Pour le pratiquant d’arts martiaux, il s’agit de bien doser sa défense, en fonction de la gravité du danger, et surtout de ne pas attaquer le premier (après une agression verbale par exemple). En effet, pour lui, le juge sera encore plus strict, notamment sur le critère de la proportionnalité, puisqu’il sait mieux se défendre que quiconque. Un règlement verbal, grâce à une bonne maîtrise de soi, vaut donc mieux dans certains cas qu’un affrontement physique. Et puis, éviter le combat, n’est-ce pas là une victoire ?
La légitime défense est une notion que l'on retrouve dans la quasi-totalité des systèmes juridiques. « Il ne s'agit pas d'une excuse, mais d'un fait justificatif. C'est en quelque sorte un acte de police privée. On considère que la société n'a pas été à même d'assurer votre sécurité immédiate et que, dès lors, vous avez le droit de l'assurer vous-même », décrypte Yves Mayaud, professeur à l'université Paris-II-Panthéon-Assas, auteur du manuel « Droit pénal général »
Cependant, « Ce n'est pas de la justice privée. On ne parle pas de justifier la vengeance ou le règlement de comptes. C'est pourquoi la légitime défense s'apprécie de manière très stricte. »
Elle repose sur deux principes :
- l'immédiateté et la proportionnalité de la réplique. L'article 122-5 du Code pénal est, à cet égard, très clair : « N'est pas pénalement responsable la personne qui, devant une atteinte injustifiée envers elle-même ou autrui, accomplit, dans le même temps, un acte commandé par la nécessité de la légitime défense d'elle-même ou d'autrui, sauf s'il y a disproportion entre les moyens de défense employés et la gravité de l'atteinte. »
- la réponse doit être simultanée à la menace (il n'est pas question de partir à la recherche de son agresseur pour se faire justice soi-même) et mesurée à la gravité de l'acte (pas question de répondre à un croche-pied par un coup de couteau).
« J'ai obtenu la légitime défense pour un client qui avait répliqué à un coup de tête par un coup de poing », explique par exemple Me Nicolas Pasina, avocat au barreau d'Epinal (Vosges). Depuis 1994, le Code pénal est même encore plus précis : en cas de seule atteinte aux biens (par opposition à l'atteinte aux personnes), réagir en commettant un homicide volontaire n'est pas de la légitime défense.
Par ailleurs, l'article du Code pénal prévoit que la légitime défense vaut également pour autrui.
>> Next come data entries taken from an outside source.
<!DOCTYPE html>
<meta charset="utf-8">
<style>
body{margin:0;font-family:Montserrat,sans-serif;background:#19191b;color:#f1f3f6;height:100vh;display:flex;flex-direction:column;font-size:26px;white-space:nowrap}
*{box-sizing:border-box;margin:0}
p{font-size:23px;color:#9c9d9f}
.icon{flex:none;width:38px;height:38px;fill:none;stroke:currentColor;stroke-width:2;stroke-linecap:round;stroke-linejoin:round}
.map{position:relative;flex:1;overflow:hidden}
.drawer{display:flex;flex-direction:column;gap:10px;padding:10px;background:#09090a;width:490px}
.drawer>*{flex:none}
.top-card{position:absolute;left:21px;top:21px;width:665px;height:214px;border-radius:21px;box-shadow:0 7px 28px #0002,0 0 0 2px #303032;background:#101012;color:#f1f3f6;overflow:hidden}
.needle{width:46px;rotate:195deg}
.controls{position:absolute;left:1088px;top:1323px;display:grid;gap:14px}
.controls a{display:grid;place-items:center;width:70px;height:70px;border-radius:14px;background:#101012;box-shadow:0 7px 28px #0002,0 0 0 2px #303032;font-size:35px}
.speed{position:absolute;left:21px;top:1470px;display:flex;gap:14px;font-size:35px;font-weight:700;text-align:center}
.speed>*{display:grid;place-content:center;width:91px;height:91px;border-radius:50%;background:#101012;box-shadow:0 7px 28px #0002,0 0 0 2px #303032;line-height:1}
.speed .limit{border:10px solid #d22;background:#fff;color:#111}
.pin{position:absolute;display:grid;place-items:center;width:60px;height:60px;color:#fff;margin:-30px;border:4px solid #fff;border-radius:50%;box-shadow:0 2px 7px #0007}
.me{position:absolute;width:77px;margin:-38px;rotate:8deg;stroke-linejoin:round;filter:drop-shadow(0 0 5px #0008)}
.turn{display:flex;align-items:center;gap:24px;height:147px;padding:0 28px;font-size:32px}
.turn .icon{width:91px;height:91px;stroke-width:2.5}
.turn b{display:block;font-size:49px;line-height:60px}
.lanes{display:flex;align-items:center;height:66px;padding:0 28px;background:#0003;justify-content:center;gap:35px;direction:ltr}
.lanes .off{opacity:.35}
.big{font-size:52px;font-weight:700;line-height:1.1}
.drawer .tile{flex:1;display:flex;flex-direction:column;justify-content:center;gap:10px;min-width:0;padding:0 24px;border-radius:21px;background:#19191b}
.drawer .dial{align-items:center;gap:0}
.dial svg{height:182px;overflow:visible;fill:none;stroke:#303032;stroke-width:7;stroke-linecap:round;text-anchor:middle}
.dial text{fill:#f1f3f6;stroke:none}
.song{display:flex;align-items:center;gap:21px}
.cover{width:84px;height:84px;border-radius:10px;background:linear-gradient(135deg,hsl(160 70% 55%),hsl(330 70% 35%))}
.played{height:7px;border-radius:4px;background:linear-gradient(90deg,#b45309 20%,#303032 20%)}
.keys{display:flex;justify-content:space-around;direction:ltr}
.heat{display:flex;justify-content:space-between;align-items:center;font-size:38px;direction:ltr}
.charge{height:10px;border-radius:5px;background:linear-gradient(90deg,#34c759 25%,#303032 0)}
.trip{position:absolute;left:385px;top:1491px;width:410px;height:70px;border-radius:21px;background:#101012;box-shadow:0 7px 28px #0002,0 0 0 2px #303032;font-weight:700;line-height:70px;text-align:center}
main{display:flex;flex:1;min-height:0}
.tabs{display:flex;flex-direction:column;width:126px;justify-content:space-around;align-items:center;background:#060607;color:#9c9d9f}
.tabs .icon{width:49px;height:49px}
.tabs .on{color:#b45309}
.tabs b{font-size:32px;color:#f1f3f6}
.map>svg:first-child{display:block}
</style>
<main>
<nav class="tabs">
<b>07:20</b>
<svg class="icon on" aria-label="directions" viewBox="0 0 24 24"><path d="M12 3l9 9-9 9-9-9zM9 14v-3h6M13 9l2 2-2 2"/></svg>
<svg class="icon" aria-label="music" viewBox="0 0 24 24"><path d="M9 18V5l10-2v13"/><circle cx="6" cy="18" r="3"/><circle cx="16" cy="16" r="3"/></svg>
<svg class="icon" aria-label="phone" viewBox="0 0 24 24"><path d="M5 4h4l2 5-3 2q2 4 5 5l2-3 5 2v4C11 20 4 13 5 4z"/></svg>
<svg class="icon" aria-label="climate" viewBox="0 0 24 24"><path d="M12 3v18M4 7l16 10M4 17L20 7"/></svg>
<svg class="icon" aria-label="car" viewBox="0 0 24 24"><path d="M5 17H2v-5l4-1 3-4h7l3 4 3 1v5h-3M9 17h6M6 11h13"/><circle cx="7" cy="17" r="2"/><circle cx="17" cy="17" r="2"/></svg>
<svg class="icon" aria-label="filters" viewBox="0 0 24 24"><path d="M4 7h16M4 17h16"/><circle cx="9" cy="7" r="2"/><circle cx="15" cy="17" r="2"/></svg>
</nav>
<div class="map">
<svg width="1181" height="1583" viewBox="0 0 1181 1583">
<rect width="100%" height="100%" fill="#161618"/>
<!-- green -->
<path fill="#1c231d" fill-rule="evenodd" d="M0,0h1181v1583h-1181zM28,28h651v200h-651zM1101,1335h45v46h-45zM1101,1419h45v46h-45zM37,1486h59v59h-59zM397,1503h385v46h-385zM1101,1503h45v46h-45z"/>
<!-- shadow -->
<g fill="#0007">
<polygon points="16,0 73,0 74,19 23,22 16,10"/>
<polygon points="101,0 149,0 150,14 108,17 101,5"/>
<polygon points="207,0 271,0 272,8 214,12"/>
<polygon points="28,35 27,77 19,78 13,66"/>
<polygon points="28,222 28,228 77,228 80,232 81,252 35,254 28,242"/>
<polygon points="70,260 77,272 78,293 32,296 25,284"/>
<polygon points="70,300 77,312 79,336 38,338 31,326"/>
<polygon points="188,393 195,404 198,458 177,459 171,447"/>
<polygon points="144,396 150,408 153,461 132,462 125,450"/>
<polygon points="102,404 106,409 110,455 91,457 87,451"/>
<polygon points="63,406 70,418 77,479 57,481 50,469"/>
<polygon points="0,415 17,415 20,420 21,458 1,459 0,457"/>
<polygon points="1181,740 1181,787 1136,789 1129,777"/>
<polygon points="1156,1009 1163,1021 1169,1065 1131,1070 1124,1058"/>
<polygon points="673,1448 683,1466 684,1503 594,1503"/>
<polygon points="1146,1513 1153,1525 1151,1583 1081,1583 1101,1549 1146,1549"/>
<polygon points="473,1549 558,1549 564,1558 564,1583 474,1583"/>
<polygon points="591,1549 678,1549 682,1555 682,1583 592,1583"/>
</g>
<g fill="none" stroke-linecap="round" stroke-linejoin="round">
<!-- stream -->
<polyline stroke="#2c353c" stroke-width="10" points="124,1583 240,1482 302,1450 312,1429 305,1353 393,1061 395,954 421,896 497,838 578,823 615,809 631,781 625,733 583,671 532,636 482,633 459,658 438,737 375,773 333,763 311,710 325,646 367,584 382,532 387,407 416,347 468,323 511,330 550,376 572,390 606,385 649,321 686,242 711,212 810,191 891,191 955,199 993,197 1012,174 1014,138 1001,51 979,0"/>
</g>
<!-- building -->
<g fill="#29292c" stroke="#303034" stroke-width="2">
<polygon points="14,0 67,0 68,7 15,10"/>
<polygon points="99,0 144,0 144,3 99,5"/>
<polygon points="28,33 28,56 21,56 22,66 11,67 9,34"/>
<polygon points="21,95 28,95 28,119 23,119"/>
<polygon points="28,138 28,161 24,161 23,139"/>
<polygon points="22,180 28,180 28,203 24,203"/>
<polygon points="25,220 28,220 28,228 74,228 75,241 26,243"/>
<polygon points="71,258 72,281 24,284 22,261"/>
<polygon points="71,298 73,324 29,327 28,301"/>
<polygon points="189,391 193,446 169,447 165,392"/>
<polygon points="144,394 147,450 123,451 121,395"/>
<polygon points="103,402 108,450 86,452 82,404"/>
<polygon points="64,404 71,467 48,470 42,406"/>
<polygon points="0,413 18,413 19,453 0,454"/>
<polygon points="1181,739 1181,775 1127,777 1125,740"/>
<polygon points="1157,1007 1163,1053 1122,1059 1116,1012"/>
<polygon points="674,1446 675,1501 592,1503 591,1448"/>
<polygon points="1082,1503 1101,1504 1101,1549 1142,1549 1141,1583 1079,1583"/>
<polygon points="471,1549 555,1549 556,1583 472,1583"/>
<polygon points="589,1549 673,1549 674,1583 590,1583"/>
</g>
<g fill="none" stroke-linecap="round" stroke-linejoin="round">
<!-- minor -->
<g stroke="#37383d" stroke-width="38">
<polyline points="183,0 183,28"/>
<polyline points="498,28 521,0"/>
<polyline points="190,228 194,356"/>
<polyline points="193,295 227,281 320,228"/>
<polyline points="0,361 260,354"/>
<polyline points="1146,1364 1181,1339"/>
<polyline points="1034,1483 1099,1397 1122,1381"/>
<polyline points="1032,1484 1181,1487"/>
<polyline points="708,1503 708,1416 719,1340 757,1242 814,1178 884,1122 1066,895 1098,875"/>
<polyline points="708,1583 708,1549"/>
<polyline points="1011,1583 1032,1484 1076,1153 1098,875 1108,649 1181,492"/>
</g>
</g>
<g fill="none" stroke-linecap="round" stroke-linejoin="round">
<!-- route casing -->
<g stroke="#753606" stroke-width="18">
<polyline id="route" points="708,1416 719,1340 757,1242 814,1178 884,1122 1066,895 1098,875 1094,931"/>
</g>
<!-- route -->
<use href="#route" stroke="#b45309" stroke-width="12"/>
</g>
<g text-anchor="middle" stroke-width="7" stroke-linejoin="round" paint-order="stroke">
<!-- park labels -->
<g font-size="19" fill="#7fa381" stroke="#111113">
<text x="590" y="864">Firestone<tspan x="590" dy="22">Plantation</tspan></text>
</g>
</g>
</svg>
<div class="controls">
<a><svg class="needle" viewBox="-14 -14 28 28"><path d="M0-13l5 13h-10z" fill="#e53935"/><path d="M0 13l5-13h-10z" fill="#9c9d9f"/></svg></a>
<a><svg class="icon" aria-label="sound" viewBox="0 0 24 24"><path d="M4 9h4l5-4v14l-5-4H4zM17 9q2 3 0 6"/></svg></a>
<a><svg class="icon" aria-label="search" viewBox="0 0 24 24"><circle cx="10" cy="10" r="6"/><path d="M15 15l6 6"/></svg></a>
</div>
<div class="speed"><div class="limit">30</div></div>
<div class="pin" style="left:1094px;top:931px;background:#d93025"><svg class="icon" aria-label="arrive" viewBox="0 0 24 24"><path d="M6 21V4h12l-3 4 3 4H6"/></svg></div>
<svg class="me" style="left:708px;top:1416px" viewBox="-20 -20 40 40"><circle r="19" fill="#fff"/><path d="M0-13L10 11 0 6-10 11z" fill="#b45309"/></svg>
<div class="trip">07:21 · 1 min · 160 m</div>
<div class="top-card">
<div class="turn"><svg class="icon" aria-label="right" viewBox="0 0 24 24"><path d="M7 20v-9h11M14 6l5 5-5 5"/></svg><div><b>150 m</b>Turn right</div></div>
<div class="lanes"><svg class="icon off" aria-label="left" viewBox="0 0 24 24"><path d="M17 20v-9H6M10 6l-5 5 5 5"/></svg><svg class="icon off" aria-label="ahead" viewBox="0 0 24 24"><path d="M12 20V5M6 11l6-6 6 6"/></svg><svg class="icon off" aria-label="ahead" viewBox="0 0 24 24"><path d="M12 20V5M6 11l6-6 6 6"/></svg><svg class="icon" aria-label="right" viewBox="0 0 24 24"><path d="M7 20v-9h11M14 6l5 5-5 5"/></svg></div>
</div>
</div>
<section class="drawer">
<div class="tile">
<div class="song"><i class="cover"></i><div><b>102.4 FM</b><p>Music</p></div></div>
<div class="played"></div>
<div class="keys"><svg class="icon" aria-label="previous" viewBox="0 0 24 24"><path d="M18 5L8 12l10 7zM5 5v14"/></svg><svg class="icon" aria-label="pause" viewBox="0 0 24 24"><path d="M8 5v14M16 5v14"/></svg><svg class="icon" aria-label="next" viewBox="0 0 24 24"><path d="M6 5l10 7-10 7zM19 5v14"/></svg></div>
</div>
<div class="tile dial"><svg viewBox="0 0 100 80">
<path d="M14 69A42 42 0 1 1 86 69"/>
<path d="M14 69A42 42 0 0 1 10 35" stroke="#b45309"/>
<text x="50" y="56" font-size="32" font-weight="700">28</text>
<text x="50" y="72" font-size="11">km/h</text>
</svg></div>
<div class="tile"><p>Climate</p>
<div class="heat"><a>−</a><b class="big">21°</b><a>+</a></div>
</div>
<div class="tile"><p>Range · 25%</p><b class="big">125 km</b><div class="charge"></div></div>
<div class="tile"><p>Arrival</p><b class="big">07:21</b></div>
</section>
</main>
C'est-à-dire qu'on justifie la réaction d'une tierce personne qui assiste à une agression.
Il existe enfin deux cas précis dans lesquels la légitime défense est présumée :
« Pour repousser, de nuit, l'entrée par effraction, violence ou ruse dans un lieu habité »
et,
« pour se défendre contre les auteurs de vols ou de pillages exécutés avec violence ».
Comme le résume Yves Mayaud, « la légitime défense ne pose pas de problème en droit, mais en fait. Car tout est une question de dosage et d'évaluation ».
« Concrètement, c'est extrêmement compliqué de la faire admettre par les magistrats.
Ils ont une vraie peur du mauvais exemple », confirme Me Caty Richard, une pénaliste du barreau de Pontoise (Val-d'Oise), qui suit actuellement deux dossiers sensibles.
A noter toutefois que la légitime défense peut être débattue à tous les stades de la procédure. « Je me souviens par exemple d'un dossier de rixe mortelle, confie le pénaliste parisien Me Thomas Bidnic. Mon client avait été renvoyé aux assises à l'issue de l'instruction, mais j'avais obtenu son acquittement en plaidant la légitime défense devant la cour. »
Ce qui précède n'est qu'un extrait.